BEGIN The records
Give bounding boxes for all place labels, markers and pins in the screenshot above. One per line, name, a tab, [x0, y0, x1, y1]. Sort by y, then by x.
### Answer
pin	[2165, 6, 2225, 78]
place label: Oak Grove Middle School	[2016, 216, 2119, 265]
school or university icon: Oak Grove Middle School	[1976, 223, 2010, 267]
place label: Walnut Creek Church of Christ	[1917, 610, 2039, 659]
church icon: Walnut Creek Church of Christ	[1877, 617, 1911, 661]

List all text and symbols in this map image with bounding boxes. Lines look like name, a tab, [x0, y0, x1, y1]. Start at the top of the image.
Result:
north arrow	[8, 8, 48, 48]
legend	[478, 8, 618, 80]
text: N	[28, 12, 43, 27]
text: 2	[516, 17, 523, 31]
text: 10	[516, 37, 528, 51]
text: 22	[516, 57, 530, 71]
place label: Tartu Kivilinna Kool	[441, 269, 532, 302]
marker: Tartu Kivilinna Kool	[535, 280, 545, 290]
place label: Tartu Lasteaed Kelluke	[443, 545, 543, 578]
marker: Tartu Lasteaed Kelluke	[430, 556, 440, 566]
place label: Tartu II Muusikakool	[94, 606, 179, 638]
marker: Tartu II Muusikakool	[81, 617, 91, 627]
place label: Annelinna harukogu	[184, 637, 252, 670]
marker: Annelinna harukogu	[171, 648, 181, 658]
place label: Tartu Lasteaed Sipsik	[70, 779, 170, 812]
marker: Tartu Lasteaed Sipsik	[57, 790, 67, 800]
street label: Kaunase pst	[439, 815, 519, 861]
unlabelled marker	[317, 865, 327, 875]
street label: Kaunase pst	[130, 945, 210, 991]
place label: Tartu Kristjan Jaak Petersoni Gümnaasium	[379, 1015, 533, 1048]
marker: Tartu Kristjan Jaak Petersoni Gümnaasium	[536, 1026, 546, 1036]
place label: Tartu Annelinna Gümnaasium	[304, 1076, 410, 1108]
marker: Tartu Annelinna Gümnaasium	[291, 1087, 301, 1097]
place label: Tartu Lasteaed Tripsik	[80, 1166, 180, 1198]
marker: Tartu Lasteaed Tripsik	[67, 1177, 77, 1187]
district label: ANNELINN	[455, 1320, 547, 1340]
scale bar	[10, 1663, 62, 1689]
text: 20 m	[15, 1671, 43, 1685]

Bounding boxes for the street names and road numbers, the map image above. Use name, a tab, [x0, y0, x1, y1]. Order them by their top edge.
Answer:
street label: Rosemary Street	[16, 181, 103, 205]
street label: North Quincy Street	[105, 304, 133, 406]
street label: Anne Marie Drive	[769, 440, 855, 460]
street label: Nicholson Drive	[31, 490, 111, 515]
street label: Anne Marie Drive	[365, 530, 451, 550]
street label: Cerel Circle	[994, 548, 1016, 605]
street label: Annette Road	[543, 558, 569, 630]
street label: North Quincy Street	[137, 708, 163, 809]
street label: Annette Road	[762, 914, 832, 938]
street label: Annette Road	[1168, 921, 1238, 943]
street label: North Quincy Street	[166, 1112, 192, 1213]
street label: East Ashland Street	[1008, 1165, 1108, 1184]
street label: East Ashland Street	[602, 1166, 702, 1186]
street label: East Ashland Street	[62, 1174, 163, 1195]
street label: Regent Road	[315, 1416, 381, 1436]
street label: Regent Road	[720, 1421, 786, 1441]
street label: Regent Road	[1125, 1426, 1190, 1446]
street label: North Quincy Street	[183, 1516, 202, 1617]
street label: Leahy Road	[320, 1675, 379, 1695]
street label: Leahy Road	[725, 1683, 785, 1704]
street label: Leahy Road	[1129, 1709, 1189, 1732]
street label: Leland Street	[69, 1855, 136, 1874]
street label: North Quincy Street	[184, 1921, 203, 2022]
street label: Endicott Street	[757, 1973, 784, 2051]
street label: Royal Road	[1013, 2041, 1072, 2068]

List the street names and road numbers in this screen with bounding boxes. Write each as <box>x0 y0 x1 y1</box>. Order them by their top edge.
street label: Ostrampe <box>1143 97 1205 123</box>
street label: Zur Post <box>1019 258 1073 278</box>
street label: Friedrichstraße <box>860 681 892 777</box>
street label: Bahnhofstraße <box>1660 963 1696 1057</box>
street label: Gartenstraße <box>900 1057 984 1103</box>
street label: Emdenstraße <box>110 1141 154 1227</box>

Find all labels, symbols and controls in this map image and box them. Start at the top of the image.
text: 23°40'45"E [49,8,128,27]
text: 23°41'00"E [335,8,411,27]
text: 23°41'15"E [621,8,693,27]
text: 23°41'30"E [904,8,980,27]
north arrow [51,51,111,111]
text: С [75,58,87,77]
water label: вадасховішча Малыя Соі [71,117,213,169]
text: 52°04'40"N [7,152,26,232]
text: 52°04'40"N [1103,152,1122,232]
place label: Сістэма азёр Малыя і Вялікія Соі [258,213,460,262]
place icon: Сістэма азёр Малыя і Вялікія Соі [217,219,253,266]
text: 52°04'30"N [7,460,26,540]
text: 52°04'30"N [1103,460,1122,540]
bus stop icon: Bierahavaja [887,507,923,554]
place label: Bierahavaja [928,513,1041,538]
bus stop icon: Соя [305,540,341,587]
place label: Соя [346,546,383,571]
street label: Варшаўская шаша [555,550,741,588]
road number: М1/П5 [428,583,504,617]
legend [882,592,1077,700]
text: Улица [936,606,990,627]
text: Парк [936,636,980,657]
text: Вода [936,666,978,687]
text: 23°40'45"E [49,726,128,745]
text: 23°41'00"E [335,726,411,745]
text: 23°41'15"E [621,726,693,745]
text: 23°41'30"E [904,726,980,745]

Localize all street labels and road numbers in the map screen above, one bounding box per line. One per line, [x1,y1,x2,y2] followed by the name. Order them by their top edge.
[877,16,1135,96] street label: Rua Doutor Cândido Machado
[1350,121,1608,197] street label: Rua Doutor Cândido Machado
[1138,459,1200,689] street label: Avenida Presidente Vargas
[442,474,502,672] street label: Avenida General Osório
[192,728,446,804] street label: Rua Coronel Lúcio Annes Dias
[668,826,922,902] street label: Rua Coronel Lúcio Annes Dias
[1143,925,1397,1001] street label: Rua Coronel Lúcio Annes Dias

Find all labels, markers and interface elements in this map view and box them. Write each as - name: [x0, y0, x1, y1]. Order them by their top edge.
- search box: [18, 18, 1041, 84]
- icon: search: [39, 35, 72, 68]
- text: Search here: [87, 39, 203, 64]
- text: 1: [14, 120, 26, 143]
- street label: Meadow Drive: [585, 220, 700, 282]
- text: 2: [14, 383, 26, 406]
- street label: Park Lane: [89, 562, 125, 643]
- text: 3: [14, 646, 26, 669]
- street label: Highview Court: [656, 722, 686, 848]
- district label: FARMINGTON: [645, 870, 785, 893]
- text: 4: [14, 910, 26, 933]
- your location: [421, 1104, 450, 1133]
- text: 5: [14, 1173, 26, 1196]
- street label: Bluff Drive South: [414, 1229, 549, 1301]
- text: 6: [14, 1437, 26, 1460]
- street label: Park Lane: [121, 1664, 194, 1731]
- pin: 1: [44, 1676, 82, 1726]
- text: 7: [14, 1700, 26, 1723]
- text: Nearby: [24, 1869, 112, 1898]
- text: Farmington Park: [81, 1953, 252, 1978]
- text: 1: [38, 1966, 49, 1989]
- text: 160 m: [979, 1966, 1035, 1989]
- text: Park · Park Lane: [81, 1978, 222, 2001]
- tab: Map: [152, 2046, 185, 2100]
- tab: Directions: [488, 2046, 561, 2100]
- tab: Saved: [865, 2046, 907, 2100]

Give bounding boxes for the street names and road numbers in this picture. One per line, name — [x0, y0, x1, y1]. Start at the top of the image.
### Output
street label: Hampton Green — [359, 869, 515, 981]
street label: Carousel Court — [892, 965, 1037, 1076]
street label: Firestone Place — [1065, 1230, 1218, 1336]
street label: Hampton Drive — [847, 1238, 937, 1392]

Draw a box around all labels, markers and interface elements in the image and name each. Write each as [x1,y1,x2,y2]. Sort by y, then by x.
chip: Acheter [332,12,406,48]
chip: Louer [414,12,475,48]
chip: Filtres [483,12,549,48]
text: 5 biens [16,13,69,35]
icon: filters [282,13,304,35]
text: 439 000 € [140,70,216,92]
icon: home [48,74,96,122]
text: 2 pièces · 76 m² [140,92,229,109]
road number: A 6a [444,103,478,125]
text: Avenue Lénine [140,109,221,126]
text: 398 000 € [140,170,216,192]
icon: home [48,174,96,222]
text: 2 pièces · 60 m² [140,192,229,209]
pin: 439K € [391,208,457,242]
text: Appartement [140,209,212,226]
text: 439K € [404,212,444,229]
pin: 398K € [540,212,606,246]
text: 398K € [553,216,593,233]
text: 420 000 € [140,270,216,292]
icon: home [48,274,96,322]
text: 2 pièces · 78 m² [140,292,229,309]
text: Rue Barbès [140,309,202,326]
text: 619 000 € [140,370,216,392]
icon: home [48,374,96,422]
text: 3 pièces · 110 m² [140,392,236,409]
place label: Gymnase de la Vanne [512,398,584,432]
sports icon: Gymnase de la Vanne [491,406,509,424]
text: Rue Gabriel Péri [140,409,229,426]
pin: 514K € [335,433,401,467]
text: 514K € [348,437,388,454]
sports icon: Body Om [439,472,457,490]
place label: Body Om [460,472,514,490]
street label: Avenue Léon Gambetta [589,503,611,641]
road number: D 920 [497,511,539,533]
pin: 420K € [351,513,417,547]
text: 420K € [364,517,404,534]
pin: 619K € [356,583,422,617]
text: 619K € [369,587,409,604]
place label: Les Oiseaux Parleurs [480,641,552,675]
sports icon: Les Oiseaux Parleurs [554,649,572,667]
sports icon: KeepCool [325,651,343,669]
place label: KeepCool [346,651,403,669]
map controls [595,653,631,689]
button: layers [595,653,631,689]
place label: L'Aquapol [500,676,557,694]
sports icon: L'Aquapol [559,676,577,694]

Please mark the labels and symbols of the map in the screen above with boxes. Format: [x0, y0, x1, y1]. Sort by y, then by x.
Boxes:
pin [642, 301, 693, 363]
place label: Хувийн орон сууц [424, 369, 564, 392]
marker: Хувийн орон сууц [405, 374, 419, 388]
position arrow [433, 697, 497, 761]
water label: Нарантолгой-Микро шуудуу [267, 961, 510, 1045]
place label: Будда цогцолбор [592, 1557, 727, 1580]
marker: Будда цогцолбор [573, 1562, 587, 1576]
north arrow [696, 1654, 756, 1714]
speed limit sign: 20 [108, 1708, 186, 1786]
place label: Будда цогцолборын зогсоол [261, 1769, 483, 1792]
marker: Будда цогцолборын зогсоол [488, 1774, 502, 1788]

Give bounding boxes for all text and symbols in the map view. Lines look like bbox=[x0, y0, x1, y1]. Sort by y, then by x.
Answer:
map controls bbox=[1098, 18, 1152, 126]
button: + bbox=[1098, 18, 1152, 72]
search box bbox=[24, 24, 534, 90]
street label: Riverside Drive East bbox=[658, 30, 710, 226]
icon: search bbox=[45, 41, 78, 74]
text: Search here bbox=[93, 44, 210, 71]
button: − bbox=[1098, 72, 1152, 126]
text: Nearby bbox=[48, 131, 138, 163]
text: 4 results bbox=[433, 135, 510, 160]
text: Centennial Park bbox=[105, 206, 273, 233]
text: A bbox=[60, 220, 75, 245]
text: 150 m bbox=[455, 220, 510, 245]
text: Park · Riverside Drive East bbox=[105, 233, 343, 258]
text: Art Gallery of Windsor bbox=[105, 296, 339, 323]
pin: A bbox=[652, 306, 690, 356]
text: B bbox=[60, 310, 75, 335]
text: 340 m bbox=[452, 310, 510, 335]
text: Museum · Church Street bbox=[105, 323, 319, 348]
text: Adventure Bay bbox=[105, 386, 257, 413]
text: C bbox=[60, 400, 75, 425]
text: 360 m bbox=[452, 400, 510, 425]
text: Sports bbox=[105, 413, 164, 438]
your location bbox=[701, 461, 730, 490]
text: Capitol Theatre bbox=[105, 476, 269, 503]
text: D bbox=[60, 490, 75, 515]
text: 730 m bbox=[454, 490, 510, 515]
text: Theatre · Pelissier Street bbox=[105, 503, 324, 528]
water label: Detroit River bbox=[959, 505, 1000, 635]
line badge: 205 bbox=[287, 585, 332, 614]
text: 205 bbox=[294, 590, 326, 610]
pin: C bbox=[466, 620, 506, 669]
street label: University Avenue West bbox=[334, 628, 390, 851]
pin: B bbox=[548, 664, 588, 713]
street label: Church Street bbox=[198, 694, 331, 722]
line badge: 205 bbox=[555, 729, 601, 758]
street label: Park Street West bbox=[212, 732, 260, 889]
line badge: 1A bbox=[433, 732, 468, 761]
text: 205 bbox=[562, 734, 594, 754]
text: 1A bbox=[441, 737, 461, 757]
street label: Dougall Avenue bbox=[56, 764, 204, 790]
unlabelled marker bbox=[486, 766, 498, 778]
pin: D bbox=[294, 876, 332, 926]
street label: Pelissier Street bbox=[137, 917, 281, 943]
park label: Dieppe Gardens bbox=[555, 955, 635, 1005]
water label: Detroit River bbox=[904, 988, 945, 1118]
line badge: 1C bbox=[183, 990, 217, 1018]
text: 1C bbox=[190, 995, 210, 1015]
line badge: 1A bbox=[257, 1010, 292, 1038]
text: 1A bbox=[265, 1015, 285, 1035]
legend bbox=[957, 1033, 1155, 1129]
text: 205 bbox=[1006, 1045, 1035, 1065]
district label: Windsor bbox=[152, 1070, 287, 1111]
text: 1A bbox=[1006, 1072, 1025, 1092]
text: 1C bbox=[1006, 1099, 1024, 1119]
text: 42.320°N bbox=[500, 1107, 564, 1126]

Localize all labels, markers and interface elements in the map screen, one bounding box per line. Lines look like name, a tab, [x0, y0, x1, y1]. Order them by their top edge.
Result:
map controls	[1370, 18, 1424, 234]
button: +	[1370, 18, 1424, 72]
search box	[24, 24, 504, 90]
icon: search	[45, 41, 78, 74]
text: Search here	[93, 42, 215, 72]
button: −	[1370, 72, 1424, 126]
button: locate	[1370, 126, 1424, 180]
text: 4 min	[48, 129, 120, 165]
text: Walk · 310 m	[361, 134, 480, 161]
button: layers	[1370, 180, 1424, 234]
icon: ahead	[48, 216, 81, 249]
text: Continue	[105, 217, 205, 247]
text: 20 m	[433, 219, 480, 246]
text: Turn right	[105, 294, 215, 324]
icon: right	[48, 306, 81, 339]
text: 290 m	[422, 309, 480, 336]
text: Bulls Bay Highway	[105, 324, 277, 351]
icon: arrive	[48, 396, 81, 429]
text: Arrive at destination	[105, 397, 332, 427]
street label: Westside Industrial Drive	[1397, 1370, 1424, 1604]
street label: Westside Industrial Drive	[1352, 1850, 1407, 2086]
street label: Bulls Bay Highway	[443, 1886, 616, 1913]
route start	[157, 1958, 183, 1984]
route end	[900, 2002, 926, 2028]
END The records
● Aim of the exercise
Each line that contains "Annes" is to be copied from the listing above.

● Solution for this problem
[192,728,446,804] street label: Rua Coronel Lúcio Annes Dias
[668,826,922,902] street label: Rua Coronel Lúcio Annes Dias
[1143,925,1397,1001] street label: Rua Coronel Lúcio Annes Dias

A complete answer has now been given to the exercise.